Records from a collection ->

......

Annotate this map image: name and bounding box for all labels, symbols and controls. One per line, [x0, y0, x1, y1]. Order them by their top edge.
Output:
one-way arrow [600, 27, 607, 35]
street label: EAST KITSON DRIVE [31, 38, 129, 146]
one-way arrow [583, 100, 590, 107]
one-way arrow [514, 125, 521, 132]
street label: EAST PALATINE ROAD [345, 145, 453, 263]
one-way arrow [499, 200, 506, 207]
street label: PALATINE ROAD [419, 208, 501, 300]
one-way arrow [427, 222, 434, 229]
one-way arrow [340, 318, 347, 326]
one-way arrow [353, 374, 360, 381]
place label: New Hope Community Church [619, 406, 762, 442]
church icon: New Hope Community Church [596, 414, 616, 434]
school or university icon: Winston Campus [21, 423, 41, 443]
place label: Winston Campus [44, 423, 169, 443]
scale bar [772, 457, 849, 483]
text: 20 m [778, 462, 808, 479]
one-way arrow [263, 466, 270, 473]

......

Instructions for the task ->
Copy out the data shown above in full. Match it exactly.

Solved problem ->
Annotate this map image: name and bounding box for all labels, symbols and controls. One per line, [x0, y0, x1, y1]. Order them by their top edge.
Output:
one-way arrow [600, 27, 607, 35]
street label: EAST KITSON DRIVE [31, 38, 129, 146]
one-way arrow [583, 100, 590, 107]
one-way arrow [514, 125, 521, 132]
street label: EAST PALATINE ROAD [345, 145, 453, 263]
one-way arrow [499, 200, 506, 207]
street label: PALATINE ROAD [419, 208, 501, 300]
one-way arrow [427, 222, 434, 229]
one-way arrow [340, 318, 347, 326]
one-way arrow [353, 374, 360, 381]
place label: New Hope Community Church [619, 406, 762, 442]
church icon: New Hope Community Church [596, 414, 616, 434]
school or university icon: Winston Campus [21, 423, 41, 443]
place label: Winston Campus [44, 423, 169, 443]
scale bar [772, 457, 849, 483]
text: 20 m [778, 462, 808, 479]
one-way arrow [263, 466, 270, 473]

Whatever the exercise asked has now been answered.